Swedes have a highly developed superiority complex and ability to perform mental gymnastics about the flaws of their country and ways of doing things. No sane person from any other country in the world would consider a system where voters must, in public and under the active scrutiny of other voters and local election officials (who are themselves politicians and party members) pick ballots for the party you intend to vote for and then bring it into the “secret” booth. Any child or idiot can see that’s not secret other than in the most distorted and disingenuous sense of the word.
I also don’t know what’s wrong with hearing the opinion of a jet-setting cosmopolitan anyhow.
"Of course" makes it sound like it is obviously / objectively true, but it is a sentiment that is not necessarily true, either in the past, or even in the present everywhere on the planet.
> your address, phone number, income, etc should all be private just because the phone companies shared this didn't mean it's a good idea
This information was public in the past before the phone companies existed. May I introduce you to the concept of city directories:
> A city directory is a listing of residents, streets, businesses, organizations or institutions, giving their location in a city. It may be arranged alphabetically or geographically or in other ways.
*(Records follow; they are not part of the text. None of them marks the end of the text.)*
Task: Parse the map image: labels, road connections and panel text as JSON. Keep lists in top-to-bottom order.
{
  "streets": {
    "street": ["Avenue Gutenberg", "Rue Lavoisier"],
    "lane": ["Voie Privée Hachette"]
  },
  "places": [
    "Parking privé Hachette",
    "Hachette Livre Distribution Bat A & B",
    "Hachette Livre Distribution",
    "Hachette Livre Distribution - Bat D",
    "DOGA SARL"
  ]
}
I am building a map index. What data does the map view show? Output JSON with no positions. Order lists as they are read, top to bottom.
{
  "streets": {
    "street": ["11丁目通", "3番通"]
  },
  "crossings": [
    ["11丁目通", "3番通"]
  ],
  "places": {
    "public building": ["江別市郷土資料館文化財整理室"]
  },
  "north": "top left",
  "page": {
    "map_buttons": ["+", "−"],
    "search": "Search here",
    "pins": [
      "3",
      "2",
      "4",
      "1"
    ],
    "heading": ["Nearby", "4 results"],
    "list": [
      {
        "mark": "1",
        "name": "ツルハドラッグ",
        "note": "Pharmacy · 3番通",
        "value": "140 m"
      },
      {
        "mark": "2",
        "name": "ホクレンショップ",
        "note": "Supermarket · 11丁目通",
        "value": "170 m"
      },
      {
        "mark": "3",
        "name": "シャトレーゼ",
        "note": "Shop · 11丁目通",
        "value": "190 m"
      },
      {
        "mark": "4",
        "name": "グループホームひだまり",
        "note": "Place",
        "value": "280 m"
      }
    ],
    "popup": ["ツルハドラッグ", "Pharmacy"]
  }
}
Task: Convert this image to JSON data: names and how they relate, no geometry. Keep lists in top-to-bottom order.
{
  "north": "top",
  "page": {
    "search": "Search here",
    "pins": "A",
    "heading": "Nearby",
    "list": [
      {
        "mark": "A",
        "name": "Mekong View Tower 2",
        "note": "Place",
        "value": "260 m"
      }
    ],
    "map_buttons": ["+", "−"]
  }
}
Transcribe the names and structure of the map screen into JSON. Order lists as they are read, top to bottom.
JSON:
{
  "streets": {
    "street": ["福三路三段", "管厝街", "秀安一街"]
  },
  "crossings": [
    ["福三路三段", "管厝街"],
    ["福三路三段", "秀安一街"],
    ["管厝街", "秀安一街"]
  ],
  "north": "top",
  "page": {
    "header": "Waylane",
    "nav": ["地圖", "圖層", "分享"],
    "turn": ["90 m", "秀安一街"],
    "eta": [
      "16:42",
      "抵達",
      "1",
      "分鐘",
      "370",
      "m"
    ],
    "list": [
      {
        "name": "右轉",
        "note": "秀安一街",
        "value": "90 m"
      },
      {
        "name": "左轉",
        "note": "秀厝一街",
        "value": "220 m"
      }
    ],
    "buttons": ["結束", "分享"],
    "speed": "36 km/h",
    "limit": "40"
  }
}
* https://en.wikipedia.org/wiki/City_directory
> City Directories were created for salesmen, merchants, and other interested in contacting residents of an area. They are arranged alphabetically giving lists of names and addresses. These often list the adult residents of a city or area.
* https://www.familysearch.org/en/wiki/City_Directories
They can date back to (at least) the 1800s and continued into the twentieth century:
> City directories were published yearly. The Archives has them from 1834 to 2001 (except for a few years in the 1830s, 1840s, and 1850s, and in 1987, when they were not published).
* https://www.toronto.ca/city-government/accountability-operat...
It will probably have a negative effect on the ability for smaller parties to get started.
> blank ones if you want to write down the party of your choice
this can and does risk resulting in the vote not being counted (due to alleged illegibility, a tiny spelling error or whatever)
> You could bring your own ballot if you so choose
same thing, your own ballot could be considered illegitimate + even in the best case that you obtain a real lawful ballot, only a tiny fraction of people are willing and able to go through the trouble of doing so + again, by requesting a ballot, secrecy is out the window
> or vote pretty much anywhere else than were you live during a ~ three week long period
the suggestions just keep getting more and more ridiculous - no one should have to do any of this! everyone should be able to just rock up and vote with secrecy preserved, without having to prepare or use all these hacks
As per my prior comment directed at you, you have been reminded that the improvement you asked for had been implemented into law.
As per the same comment, the situation for new parties have thereby become worse. You are sure to have experienced the same problems we experienced when getting the Pirate party into parliament when you got the Sweden Democrats through the system.
France works exactly the way you have described Sweden so far.